((

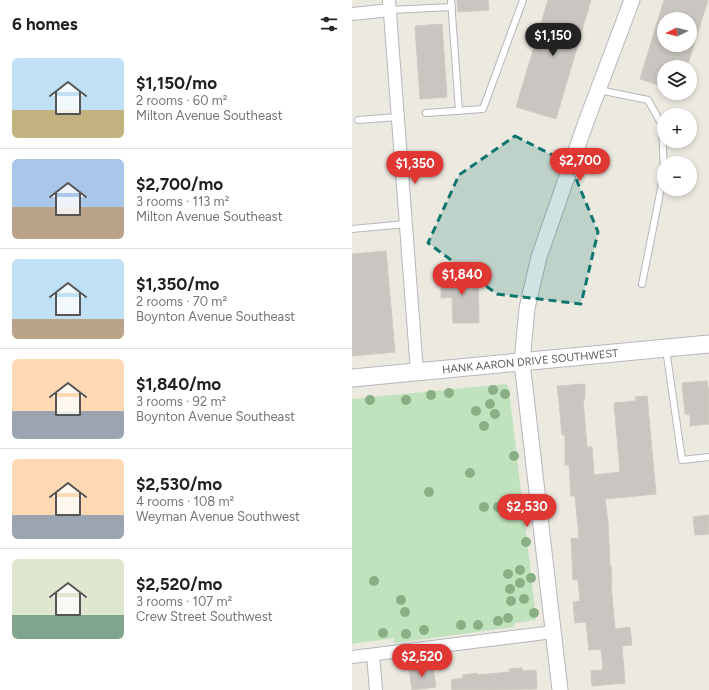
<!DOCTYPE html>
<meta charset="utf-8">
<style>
:root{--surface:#fff;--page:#f6f6f6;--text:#202124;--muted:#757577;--line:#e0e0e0;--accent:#e13732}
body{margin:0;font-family:Figtree,sans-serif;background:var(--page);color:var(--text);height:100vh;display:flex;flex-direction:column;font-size:15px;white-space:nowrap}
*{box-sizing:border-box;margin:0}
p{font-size:13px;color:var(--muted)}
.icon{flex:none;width:22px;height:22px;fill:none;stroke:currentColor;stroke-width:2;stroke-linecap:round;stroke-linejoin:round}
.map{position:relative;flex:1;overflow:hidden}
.sheet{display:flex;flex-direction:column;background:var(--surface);width:352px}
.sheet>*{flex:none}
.needle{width:26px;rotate:264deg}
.tools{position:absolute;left:305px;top:12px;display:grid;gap:8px}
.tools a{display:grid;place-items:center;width:40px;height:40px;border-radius:50%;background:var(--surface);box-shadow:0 2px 6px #0003;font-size:20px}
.price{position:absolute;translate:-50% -34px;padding:0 9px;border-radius:14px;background:var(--accent);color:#fff;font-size:13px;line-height:26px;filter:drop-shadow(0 1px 2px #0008)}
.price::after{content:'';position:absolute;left:50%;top:24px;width:12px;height:9px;margin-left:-6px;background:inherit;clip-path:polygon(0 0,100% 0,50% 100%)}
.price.selected{background:#222;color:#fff}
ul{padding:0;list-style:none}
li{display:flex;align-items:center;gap:12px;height:100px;padding:0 12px}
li+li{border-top:1px solid var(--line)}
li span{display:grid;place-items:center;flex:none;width:112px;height:80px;border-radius:6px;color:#555}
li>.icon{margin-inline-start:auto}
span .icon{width:48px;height:48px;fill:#fffc;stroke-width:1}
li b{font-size:17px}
h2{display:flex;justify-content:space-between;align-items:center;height:48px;padding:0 12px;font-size:17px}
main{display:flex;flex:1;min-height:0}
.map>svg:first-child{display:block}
.green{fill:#c0e3be}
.building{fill:#c9c5c0;stroke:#d0cac0;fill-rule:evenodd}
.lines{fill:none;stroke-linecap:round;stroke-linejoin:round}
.service-casing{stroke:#b4b7bb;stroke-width:8}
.minor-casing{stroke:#b4b7bb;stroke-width:14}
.tertiary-casing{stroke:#b4b7bb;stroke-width:17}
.secondary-casing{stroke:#b5b8bd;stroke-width:19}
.service{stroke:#fff;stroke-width:6}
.minor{stroke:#fff;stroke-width:12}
.tertiary{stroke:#fff;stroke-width:15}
.secondary{stroke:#fff;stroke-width:17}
.tree{fill:#89b084}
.marked{fill:#0f766e;fill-opacity:0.2;stroke:#0f766e;stroke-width:3;stroke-dasharray:8 5;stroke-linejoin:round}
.labels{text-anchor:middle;stroke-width:3;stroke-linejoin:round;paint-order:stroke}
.street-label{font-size:11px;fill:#5a5d61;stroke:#fff}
</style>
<main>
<section class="sheet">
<h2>6 homes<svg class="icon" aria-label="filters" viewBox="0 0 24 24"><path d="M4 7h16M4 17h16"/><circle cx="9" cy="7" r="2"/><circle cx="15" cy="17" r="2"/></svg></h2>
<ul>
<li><span style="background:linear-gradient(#bfe0f5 65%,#c2b280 0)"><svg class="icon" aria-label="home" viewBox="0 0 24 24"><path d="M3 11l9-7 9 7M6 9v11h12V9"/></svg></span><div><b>$1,150/mo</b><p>2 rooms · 60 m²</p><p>Milton Avenue Southeast</p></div></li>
<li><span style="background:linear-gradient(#a9c7e8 60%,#b9a48a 0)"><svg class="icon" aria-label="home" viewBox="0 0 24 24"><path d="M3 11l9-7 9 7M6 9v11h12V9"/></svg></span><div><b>$2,700/mo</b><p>3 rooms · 113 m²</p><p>Milton Avenue Southeast</p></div></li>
<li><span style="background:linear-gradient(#bfe0f5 75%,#b9a48a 0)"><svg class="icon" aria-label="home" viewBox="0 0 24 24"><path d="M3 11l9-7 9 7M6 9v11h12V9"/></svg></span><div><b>$1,350/mo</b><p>2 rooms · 70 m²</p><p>Boynton Avenue Southeast</p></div></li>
<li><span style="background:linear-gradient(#ffd9b3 65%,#9aa5b1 0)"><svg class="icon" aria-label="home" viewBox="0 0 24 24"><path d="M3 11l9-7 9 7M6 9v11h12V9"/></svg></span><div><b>$1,840/mo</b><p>3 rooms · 92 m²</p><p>Boynton Avenue Southeast</p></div></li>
<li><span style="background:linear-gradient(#ffd9b3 70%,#9aa5b1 0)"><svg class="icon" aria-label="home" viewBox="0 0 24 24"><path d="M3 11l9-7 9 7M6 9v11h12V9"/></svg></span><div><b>$2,530/mo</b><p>4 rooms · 108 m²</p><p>Weyman Avenue Southwest</p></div></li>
<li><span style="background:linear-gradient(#dfe7d0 70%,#7fa58c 0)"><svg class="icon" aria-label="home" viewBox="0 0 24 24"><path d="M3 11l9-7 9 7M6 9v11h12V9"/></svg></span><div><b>$2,520/mo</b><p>3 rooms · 107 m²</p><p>Crew Street Southwest</p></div></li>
</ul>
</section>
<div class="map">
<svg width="357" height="690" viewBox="0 0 357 690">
<rect width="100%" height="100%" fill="#ece9e1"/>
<!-- green -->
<polygon class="green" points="153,384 155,385 157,390 184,617 183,620 163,623 161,627 42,643 42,638 0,644 0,399"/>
<!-- building -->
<g class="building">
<polygon points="105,0 136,0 137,10 106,12"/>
<polygon points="196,0 239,0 204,119 164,107"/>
<path d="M312,0H356L335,67H312V87L288,79ZM312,19H338V45H312Z"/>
<polygon points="90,24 95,97 68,99 63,26"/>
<polygon points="34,251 43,352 0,356 0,254"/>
<polygon points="126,272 127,323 101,323 100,297 89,298 89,273"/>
<polygon points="355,381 356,388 357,388 357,424 338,426 338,415 333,414 330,383"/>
<polygon points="233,384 233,399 231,399 235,447 240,447 242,475 268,472 262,403 284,401 283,397 295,396 304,494 253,499 256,522 258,566 259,566 260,585 259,585 263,629 278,627 280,645 270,646 273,683 240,686 239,671 251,670 249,649 237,650 234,622 223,623 221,602 228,601 226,580 221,580 219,539 227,538 223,496 219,496 217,465 213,465 213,435 210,435 207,401 205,386"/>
<polygon points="357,515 357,534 343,535 341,517"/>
<polygon points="81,667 84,687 60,690 57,670"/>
<polygon points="170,668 171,671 184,670 185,689 100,690 99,680 111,678 111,675 125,673 125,675 158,672 157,669"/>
</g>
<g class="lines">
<!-- service casing -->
<g class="service-casing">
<g id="service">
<polyline points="99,0 107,111"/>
<polyline points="38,10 100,7"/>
<polyline points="247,90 296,100 310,125 312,173 290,284"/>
<polyline points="74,113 131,109 171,0"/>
<polyline points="6,120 46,117"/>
<polyline points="0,229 54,224"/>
<polyline points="314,349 330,460 357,457"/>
</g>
</g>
<!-- minor casing -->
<g class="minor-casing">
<g id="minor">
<polyline points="37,0 65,372"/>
<polyline points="0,14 38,10"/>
<polyline points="21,655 24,690"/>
<polyline points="0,657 201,632"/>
</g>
</g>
<!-- tertiary casing -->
<g class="tertiary-casing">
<polyline id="tertiary" points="208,690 170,362 175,308 187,257 234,122 280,0"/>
</g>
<!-- secondary casing -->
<g class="secondary-casing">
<g id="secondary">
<path id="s1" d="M0,378L357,344"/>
</g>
</g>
<!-- service -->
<use href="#service" class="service"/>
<!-- minor -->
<use href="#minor" class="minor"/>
<!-- tertiary -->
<use href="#tertiary" class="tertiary"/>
<!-- secondary -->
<use href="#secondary" class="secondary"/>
</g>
<!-- trees -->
<g class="tree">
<circle cx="141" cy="390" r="5"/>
<circle cx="97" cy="393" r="5"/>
<circle cx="153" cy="394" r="5"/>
<circle cx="79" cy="395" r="5"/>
<circle cx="18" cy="400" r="5"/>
<circle cx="54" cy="400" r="5"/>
<circle cx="138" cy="404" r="5"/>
<circle cx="124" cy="411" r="5"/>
<circle cx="143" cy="414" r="5"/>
<circle cx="132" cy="426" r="5"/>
<circle cx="162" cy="456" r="5"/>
<circle cx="118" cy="473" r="5"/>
<circle cx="77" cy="492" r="5"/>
<circle cx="169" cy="504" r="5"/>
<circle cx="132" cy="507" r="5"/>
<circle cx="146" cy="507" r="5"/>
<circle cx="174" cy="542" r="5"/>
<circle cx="168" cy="570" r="5"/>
<circle cx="156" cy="574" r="5"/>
<circle cx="179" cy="578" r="5"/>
<circle cx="22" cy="581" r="5"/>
<circle cx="168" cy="583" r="5"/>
<circle cx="158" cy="589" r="5"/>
<circle cx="172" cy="599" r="5"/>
<circle cx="49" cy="600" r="5"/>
<circle cx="159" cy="601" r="5"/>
<circle cx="53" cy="612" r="5"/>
<circle cx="182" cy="613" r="5"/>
<circle cx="156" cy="618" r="5"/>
<circle cx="146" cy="621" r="5"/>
<circle cx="109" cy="625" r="5"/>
<circle cx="126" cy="625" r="5"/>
<circle cx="72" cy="630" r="5"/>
<circle cx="31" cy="633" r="5"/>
<circle cx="54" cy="634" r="5"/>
</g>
<!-- marked area -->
<path class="marked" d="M163,136L218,164L246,232L229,304L145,294L76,243L107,175Z"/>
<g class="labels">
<!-- street labels -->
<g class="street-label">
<text dy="4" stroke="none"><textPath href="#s1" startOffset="179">HANK AARON DRIVE SOUTHWEST</textPath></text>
</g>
</g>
</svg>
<div class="tools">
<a><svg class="needle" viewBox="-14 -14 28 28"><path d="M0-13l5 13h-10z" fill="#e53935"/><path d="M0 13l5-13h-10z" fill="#757577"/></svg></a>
<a><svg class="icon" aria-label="layers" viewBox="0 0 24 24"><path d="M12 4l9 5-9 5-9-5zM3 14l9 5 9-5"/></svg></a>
<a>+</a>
<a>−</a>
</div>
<b class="price selected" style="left:201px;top:57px">$1,150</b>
<b class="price" style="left:228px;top:182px">$2,700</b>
<b class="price" style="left:63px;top:185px">$1,350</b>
<b class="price" style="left:110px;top:296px">$1,840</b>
<b class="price" style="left:175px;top:528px">$2,530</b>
<b class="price" style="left:70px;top:678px">$2,520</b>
</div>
</main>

))

**Requirement:** Would you please copy each line of the listing that contains the word "margin"?

**Exercise answer:**
body{margin:0;font-family:Figtree,sans-serif;background:var(--page);color:var(--text);height:100vh;display:flex;flex-direction:column;font-size:15px;white-space:nowrap}
*{box-sizing:border-box;margin:0}
.price::after{content:'';position:absolute;left:50%;top:24px;width:12px;height:9px;margin-left:-6px;background:inherit;clip-path:polygon(0 0,100% 0,50% 100%)}
li>.icon{margin-inline-start:auto}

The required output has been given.